The ‘Future-proof design’ principle means that the design can easily be adapted to different conditions. This includes both other physical conditions (such as climatic conditions) as well as people’s differing needs and preferences. Creating future added value becomes easier and cheaper if the design is flexible.
In designing future-proof, Witteveen+Bos anticipates coming developments and uncertainties. We take long-term scenarios and developments into account and, alongside our clients, consider whether imminent changes and developments could play a role in the design. These are physical changes, such as climate change resulting in heat, drought, intense precipitation and sea level rises or subsidence. Social changes may also arise from changes to policy and standards, and trends such as increased use of e-bikes, as well as new scientific insights and technical developments, such as self-driving cars. This ensures that Witteveen+Bos designs retain their functionality and value in various future scenarios throughout their lifespan.
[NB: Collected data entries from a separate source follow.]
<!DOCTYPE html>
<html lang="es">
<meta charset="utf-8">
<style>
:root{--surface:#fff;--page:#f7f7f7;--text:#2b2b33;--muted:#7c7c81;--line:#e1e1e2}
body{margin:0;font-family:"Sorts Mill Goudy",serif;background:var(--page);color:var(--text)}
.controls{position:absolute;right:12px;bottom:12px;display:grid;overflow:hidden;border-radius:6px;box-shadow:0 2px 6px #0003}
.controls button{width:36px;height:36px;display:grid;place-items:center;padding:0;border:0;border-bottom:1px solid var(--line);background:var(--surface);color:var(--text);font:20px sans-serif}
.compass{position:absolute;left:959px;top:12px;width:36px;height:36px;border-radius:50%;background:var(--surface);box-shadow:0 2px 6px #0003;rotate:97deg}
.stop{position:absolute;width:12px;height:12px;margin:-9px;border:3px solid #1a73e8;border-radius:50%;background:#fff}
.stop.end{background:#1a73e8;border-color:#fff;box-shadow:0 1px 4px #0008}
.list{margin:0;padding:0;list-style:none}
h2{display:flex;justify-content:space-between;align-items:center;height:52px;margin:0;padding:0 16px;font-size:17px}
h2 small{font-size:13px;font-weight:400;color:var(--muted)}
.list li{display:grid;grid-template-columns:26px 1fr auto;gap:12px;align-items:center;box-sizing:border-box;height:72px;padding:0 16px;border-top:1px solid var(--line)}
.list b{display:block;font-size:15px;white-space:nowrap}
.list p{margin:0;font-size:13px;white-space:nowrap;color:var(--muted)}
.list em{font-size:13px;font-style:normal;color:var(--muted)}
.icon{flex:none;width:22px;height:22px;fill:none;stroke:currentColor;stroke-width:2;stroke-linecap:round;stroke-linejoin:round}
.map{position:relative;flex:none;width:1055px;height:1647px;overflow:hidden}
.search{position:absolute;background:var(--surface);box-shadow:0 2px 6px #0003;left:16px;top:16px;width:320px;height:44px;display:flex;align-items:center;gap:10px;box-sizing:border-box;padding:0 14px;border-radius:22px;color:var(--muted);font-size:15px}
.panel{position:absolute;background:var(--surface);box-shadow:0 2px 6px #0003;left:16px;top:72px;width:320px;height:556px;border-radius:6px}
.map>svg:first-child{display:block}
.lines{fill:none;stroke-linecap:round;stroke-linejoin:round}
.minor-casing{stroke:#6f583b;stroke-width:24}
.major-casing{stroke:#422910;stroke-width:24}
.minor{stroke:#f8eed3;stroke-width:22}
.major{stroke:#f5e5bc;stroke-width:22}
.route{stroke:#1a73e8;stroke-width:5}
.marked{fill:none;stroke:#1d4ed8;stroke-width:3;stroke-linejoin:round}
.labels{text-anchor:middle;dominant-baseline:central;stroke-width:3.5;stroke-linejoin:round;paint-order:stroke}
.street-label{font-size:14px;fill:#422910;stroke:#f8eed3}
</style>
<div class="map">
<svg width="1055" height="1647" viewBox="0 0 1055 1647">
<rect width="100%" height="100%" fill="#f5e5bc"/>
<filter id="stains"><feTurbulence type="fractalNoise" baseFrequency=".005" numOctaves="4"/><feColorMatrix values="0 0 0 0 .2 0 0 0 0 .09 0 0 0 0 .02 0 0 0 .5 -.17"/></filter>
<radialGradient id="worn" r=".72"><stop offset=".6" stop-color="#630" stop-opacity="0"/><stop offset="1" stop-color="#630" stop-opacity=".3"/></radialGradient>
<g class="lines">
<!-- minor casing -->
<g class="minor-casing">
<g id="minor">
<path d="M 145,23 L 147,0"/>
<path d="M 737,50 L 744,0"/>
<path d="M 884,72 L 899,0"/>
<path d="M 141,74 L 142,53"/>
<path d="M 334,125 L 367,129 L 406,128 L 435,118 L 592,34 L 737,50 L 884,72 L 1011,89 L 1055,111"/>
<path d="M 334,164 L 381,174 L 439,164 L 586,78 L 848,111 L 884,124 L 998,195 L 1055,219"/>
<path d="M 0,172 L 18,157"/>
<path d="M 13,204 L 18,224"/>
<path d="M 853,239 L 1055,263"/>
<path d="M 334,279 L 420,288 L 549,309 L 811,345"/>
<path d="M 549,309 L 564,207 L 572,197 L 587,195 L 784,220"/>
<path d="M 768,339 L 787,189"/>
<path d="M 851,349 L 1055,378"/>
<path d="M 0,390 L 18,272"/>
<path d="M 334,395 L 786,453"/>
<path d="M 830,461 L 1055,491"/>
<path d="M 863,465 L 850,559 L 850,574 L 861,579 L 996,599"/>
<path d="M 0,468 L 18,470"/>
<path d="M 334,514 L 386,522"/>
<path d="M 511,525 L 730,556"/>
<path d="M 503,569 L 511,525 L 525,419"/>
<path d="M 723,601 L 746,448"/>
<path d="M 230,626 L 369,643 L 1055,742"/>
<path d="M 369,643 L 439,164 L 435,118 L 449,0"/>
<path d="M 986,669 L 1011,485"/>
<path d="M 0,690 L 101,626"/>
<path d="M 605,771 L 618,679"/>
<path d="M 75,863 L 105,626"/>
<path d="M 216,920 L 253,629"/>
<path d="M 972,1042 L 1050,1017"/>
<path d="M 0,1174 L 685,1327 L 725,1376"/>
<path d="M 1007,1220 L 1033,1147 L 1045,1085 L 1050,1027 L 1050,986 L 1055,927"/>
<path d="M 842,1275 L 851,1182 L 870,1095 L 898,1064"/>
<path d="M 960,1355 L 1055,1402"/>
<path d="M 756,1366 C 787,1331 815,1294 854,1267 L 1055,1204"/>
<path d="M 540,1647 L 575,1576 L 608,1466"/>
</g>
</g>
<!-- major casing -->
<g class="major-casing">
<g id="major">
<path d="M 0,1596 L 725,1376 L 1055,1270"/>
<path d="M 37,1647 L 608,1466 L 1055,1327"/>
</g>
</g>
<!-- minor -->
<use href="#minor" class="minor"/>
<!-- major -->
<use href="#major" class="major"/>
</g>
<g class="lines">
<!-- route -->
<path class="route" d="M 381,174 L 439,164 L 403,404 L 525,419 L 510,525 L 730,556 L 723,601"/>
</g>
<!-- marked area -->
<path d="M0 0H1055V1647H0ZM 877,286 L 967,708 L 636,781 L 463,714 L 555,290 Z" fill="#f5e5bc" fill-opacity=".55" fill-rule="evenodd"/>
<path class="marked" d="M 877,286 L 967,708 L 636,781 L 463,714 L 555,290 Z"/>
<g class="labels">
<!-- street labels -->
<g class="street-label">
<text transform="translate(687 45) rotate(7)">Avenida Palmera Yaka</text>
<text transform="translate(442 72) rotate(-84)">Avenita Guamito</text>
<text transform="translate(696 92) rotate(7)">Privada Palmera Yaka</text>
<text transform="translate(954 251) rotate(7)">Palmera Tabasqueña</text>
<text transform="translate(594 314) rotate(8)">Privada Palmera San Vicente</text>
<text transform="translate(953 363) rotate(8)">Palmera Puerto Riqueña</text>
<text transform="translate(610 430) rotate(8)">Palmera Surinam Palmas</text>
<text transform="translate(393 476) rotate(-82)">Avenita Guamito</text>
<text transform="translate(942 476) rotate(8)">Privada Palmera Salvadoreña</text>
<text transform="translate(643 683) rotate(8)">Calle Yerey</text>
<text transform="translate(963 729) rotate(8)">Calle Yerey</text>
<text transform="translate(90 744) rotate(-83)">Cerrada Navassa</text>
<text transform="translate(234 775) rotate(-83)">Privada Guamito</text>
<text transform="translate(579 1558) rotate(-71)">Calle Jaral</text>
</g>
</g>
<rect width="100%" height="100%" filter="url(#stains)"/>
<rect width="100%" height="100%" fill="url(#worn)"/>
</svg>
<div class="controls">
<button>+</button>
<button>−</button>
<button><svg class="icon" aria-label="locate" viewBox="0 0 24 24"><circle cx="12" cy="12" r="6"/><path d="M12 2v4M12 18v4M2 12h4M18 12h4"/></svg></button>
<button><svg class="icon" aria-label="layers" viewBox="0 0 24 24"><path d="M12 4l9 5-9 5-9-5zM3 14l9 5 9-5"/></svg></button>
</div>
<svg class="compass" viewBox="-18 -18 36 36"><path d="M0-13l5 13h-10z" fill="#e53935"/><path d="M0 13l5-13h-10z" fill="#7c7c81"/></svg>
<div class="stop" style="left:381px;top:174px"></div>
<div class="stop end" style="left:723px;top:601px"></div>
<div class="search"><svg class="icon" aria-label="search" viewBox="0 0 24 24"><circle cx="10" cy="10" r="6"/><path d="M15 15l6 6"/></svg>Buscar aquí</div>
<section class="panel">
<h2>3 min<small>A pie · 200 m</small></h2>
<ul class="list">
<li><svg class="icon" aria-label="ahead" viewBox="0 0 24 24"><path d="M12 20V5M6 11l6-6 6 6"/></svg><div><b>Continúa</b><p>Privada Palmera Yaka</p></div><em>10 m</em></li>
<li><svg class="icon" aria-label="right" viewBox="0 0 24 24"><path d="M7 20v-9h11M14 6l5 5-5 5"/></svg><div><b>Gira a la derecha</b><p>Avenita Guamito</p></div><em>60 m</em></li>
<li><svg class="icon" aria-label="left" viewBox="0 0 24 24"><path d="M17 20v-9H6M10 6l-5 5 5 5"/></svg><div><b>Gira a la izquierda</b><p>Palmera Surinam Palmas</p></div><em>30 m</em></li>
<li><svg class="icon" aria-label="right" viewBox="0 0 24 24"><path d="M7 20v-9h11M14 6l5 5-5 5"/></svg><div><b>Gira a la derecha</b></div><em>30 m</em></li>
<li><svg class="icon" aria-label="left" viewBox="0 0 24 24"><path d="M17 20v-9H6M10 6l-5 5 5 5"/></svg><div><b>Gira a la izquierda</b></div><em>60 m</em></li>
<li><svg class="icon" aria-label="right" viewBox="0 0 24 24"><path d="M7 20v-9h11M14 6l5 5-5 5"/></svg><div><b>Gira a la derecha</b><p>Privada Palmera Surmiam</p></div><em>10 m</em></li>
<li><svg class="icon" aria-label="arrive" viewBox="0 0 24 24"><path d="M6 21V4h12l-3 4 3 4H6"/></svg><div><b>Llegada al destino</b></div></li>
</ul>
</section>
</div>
Three perspectives on Future-proof design
Robustness, adaptability and resilience are three perspectives for a future-proof design. A robust design means no changes are needed throughout an object’s lifespan. This applies, for instance, to a water barrier that is reinforced to last 50 years, or a high-voltage cable with more capacity that takes the energy transition into account. A customisable design will last for part of the lifespan and can easily be modified if circumstances change. This applies, for instance, where software or installations play a major role, such as in motion structures and/or infrastructure operating systems. Finally, a resilient design relies not on the strength of an object, but on the resilience of the system in which the object is located. This means not always seeking physical solutions, but, for example, taking out flood insurance, purchasing stock or investing in rescue and reconstruction plans rather than prevention plans. The Share My City solution for water storage in private grounds is another good example of resilience.